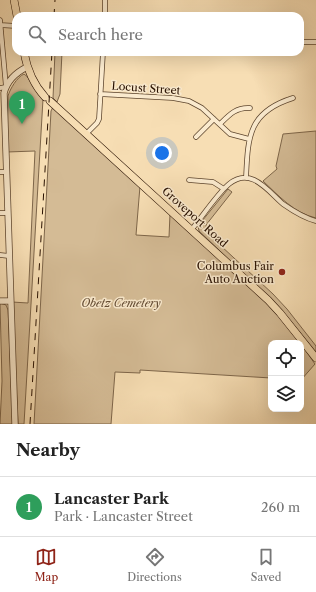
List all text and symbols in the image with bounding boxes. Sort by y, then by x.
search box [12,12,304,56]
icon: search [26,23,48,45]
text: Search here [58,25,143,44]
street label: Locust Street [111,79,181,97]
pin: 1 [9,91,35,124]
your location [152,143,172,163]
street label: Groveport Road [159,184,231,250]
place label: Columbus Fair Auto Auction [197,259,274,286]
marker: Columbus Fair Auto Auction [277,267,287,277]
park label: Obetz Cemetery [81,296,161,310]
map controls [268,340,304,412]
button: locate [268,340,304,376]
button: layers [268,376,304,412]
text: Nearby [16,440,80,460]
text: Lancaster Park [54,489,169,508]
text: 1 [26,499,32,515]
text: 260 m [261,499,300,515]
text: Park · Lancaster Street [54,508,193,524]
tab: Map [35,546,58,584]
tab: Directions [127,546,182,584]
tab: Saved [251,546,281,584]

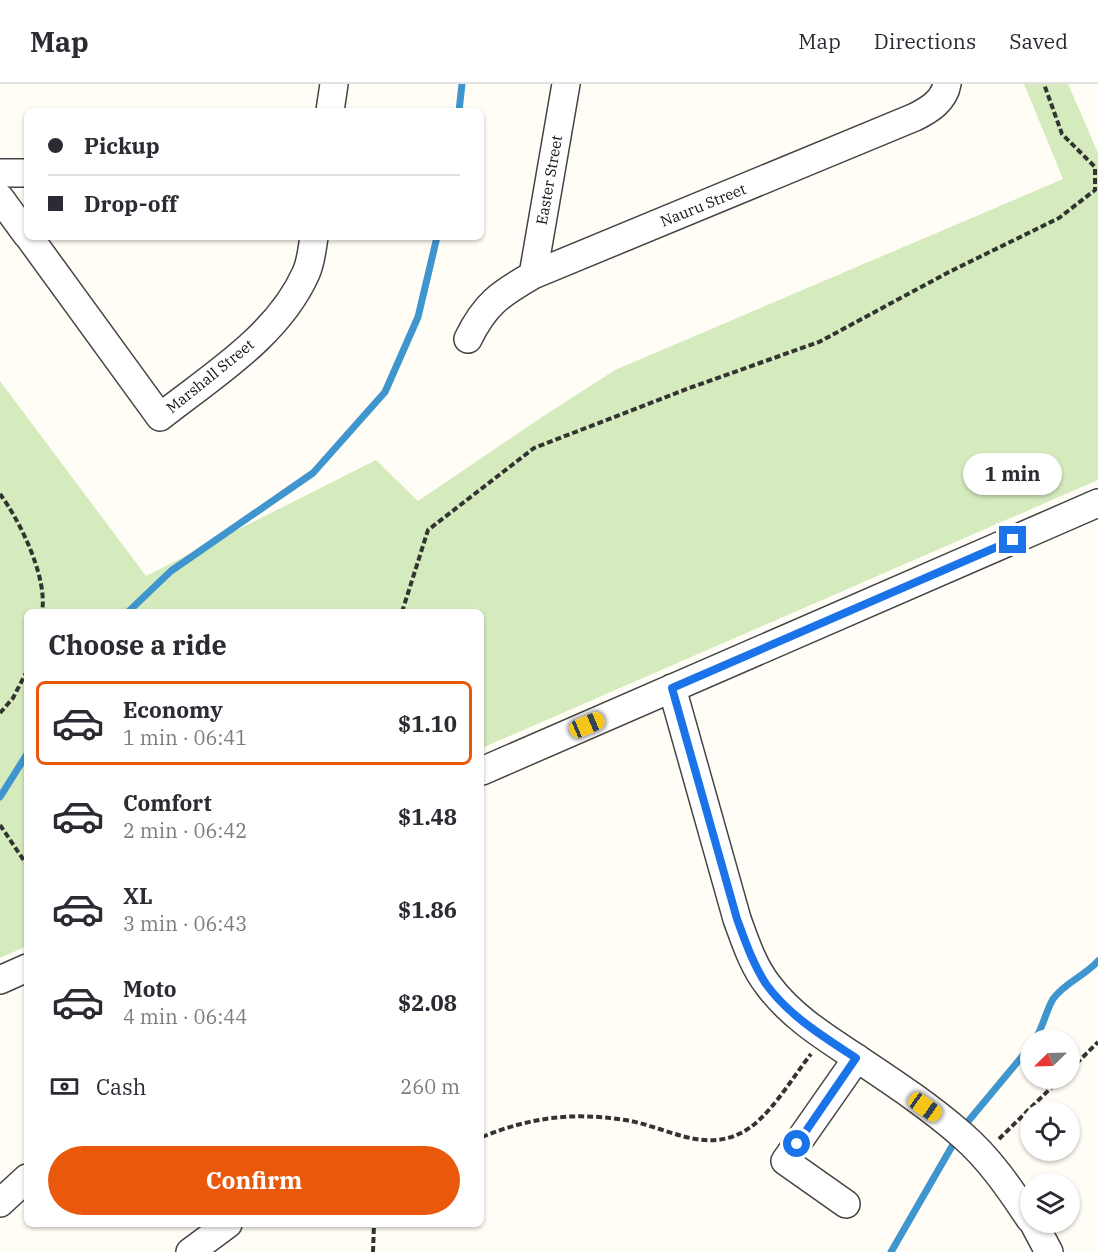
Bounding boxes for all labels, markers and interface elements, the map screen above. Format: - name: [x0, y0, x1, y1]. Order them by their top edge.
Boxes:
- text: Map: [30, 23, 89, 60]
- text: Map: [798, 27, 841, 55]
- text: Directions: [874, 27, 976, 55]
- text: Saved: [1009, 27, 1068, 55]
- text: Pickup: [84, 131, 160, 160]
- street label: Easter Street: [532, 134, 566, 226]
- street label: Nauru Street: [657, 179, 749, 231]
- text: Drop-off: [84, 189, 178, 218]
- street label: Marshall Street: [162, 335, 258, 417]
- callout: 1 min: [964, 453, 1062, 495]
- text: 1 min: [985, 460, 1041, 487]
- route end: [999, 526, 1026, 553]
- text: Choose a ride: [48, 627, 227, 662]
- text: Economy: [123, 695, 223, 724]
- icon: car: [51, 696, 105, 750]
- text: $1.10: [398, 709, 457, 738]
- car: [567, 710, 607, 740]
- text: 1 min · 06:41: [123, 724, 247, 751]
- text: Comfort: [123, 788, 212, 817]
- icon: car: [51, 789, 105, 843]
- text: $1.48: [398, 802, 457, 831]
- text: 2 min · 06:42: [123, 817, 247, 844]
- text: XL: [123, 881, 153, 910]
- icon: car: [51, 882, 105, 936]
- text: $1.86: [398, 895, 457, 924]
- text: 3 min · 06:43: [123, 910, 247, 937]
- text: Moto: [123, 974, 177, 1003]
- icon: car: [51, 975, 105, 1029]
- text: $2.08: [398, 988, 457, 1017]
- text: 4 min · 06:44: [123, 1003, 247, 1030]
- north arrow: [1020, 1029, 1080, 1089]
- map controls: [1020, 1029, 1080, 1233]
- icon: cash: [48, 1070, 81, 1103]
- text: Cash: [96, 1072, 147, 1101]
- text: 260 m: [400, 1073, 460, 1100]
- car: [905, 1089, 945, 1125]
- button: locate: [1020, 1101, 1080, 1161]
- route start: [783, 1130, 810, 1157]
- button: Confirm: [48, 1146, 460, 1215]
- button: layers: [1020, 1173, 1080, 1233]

#####

Your task is to transcribe all of the records precisely, with no images included.

List all text and symbols in the image with bounding boxes. Sort by y, then by x.
search box [12,12,304,56]
icon: search [26,23,48,45]
text: Search here [58,25,143,44]
street label: Locust Street [111,79,181,97]
pin: 1 [9,91,35,124]
your location [152,143,172,163]
street label: Groveport Road [159,184,231,250]
place label: Columbus Fair Auto Auction [197,259,274,286]
marker: Columbus Fair Auto Auction [277,267,287,277]
park label: Obetz Cemetery [81,296,161,310]
map controls [268,340,304,412]
button: locate [268,340,304,376]
button: layers [268,376,304,412]
text: Nearby [16,440,80,460]
text: Lancaster Park [54,489,169,508]
text: 1 [26,499,32,515]
text: 260 m [261,499,300,515]
text: Park · Lancaster Street [54,508,193,524]
tab: Map [35,546,58,584]
tab: Directions [127,546,182,584]
tab: Saved [251,546,281,584]

Bounding boxes for all labels, markers and interface elements, the map screen above. Format: - name: [x0, y0, x1, y1]. Order them by their top edge.
Boxes:
- text: Map: [30, 23, 89, 60]
- text: Map: [798, 27, 841, 55]
- text: Directions: [874, 27, 976, 55]
- text: Saved: [1009, 27, 1068, 55]
- text: Pickup: [84, 131, 160, 160]
- street label: Easter Street: [532, 134, 566, 226]
- street label: Nauru Street: [657, 179, 749, 231]
- text: Drop-off: [84, 189, 178, 218]
- street label: Marshall Street: [162, 335, 258, 417]
- callout: 1 min: [964, 453, 1062, 495]
- text: 1 min: [985, 460, 1041, 487]
- route end: [999, 526, 1026, 553]
- text: Choose a ride: [48, 627, 227, 662]
- text: Economy: [123, 695, 223, 724]
- icon: car: [51, 696, 105, 750]
- text: $1.10: [398, 709, 457, 738]
- car: [567, 710, 607, 740]
- text: 1 min · 06:41: [123, 724, 247, 751]
- text: Comfort: [123, 788, 212, 817]
- icon: car: [51, 789, 105, 843]
- text: $1.48: [398, 802, 457, 831]
- text: 2 min · 06:42: [123, 817, 247, 844]
- text: XL: [123, 881, 153, 910]
- icon: car: [51, 882, 105, 936]
- text: $1.86: [398, 895, 457, 924]
- text: 3 min · 06:43: [123, 910, 247, 937]
- text: Moto: [123, 974, 177, 1003]
- icon: car: [51, 975, 105, 1029]
- text: $2.08: [398, 988, 457, 1017]
- text: 4 min · 06:44: [123, 1003, 247, 1030]
- north arrow: [1020, 1029, 1080, 1089]
- map controls: [1020, 1029, 1080, 1233]
- icon: cash: [48, 1070, 81, 1103]
- text: Cash: [96, 1072, 147, 1101]
- text: 260 m: [400, 1073, 460, 1100]
- car: [905, 1089, 945, 1125]
- button: locate: [1020, 1101, 1080, 1161]
- route start: [783, 1130, 810, 1157]
- button: Confirm: [48, 1146, 460, 1215]
- button: layers: [1020, 1173, 1080, 1233]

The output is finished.